Instructions to follow =
Look through the data below. Pick out the lines holding the string "ПАВЛОВИЋА".

Supplied data =
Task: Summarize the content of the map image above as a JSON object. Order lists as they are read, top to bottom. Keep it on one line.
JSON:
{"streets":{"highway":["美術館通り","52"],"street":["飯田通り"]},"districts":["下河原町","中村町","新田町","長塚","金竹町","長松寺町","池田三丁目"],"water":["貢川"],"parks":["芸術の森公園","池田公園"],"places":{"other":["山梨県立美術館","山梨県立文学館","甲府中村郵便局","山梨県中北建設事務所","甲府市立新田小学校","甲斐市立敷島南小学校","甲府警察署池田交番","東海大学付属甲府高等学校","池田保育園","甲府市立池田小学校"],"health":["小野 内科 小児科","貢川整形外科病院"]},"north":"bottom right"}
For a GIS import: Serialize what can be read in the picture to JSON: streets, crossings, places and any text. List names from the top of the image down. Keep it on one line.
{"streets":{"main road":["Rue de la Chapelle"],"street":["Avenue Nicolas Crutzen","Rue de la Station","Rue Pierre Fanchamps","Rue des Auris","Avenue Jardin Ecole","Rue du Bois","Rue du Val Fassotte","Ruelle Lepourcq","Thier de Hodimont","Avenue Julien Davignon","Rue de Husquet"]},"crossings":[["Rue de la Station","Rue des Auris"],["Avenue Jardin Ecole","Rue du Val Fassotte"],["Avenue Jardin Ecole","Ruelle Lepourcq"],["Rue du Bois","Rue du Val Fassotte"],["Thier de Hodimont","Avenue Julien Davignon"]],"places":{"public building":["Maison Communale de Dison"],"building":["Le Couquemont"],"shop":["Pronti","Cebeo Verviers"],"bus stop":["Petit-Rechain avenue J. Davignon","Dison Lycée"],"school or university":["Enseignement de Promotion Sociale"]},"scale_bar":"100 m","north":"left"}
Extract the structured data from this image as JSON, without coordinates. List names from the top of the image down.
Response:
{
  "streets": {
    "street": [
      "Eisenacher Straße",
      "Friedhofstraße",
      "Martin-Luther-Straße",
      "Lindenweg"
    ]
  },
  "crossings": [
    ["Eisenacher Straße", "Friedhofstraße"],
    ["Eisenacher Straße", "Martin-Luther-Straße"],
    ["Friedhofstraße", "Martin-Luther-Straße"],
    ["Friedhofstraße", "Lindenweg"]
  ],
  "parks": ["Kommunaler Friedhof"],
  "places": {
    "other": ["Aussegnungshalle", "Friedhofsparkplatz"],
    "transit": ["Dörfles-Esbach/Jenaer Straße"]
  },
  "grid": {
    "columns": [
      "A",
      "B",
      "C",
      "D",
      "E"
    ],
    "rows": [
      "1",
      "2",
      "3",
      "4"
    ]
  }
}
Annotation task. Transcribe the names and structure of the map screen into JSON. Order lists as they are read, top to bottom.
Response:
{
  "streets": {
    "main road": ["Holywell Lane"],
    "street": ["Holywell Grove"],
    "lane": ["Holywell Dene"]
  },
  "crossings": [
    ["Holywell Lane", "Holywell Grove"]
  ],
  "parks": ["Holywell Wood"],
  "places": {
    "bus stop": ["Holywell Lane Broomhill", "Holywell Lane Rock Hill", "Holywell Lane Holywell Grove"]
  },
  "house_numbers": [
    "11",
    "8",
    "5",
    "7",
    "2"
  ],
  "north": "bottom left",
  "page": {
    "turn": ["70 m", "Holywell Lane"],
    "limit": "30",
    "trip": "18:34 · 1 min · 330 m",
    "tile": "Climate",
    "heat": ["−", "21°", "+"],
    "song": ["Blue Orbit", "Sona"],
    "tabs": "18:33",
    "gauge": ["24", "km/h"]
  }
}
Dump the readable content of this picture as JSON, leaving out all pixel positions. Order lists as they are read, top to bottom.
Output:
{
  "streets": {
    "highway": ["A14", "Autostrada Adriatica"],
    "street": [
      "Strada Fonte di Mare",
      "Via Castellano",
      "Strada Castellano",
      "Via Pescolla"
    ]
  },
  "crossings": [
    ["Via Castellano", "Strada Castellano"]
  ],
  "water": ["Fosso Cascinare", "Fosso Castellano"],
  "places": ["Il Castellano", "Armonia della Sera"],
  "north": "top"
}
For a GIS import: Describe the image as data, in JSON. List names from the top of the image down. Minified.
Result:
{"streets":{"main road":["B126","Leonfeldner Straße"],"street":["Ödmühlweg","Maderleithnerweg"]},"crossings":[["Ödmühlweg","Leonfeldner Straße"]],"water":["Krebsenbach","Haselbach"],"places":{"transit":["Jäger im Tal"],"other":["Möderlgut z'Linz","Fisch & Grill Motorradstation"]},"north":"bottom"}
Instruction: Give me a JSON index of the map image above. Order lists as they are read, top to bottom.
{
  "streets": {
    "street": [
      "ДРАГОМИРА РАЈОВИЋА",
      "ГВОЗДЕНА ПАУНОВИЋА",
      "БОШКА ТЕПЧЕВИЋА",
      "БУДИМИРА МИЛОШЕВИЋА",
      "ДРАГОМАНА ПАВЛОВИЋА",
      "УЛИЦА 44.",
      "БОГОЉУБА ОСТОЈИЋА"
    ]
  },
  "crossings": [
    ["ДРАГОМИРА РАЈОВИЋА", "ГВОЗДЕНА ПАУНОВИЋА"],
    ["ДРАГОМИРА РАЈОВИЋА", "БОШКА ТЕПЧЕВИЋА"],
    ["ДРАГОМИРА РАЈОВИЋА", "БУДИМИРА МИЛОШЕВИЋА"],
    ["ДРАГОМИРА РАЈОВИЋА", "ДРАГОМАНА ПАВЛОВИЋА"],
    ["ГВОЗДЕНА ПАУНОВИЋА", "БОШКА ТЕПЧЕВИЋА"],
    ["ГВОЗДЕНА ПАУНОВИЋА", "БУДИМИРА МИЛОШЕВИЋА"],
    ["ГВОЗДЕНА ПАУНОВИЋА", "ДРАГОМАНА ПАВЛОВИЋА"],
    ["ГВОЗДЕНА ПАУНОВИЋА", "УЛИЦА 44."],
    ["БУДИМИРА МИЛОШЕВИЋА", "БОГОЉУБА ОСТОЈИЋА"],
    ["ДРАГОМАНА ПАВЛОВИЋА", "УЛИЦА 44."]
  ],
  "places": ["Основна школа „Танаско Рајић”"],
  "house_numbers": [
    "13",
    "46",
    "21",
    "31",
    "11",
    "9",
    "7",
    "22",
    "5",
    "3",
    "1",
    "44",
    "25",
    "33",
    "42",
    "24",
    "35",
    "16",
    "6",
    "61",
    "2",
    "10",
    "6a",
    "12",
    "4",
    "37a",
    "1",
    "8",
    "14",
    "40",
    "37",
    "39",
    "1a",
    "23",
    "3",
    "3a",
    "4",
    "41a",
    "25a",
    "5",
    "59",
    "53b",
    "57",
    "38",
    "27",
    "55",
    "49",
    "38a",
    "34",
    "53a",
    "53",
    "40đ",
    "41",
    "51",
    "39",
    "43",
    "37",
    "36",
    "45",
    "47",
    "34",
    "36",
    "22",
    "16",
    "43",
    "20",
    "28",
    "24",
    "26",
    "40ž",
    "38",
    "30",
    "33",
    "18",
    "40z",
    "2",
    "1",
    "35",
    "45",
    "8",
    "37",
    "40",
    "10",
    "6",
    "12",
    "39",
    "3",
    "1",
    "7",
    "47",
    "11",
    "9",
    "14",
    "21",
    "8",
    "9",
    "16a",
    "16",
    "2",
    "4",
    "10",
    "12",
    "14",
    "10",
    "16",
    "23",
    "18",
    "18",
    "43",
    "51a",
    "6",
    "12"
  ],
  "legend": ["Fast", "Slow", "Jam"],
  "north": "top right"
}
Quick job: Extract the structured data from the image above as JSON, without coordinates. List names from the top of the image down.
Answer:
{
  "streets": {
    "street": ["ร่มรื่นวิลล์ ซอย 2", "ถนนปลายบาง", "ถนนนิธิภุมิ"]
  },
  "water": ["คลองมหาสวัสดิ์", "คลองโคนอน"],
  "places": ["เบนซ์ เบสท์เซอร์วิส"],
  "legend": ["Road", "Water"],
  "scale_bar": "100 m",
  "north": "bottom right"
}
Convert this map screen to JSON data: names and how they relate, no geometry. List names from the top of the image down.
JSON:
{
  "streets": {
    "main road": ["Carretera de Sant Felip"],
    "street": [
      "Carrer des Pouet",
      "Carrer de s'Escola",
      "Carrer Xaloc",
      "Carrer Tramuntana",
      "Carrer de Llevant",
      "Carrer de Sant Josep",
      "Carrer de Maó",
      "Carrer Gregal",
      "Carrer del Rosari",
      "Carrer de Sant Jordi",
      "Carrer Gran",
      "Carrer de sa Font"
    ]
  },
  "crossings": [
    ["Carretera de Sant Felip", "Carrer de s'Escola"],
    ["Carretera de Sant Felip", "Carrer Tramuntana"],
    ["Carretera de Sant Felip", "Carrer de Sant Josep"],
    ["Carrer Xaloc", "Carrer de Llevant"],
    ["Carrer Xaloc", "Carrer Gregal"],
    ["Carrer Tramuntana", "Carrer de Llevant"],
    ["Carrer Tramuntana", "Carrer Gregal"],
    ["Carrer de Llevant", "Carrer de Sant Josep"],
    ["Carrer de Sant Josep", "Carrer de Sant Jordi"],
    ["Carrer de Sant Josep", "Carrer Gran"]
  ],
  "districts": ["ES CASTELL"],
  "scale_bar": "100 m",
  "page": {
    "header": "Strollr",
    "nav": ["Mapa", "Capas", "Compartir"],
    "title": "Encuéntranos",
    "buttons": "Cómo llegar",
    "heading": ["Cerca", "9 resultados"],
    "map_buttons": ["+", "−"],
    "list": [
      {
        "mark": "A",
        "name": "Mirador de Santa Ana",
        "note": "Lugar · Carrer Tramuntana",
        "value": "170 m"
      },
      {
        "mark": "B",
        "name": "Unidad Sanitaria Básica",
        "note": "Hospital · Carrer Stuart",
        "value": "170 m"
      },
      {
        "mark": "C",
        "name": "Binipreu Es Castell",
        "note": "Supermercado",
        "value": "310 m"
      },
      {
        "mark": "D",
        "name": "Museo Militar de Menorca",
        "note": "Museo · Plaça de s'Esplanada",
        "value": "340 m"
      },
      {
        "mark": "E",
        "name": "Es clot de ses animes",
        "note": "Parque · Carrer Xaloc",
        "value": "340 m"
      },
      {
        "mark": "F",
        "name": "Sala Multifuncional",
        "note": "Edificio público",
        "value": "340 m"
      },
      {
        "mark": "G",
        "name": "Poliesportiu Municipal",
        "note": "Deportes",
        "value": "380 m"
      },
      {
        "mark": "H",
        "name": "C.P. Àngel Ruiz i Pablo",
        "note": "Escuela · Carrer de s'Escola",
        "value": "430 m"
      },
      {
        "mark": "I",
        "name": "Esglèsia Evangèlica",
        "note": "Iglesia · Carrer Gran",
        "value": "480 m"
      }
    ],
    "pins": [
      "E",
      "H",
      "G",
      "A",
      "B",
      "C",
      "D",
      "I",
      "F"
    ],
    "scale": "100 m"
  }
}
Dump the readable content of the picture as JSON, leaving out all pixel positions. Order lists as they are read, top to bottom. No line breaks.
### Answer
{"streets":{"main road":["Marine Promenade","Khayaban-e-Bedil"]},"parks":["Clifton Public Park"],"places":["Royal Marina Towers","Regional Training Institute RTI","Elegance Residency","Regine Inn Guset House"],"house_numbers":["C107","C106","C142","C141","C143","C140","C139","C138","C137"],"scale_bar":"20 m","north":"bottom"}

Solution for this exercise =
      "ДРАГОМАНА ПАВЛОВИЋА",
    ["ДРАГОМИРА РАЈОВИЋА", "ДРАГОМАНА ПАВЛОВИЋА"],
    ["ГВОЗДЕНА ПАУНОВИЋА", "ДРАГОМАНА ПАВЛОВИЋА"],
    ["ДРАГОМАНА ПАВЛОВИЋА", "УЛИЦА 44."]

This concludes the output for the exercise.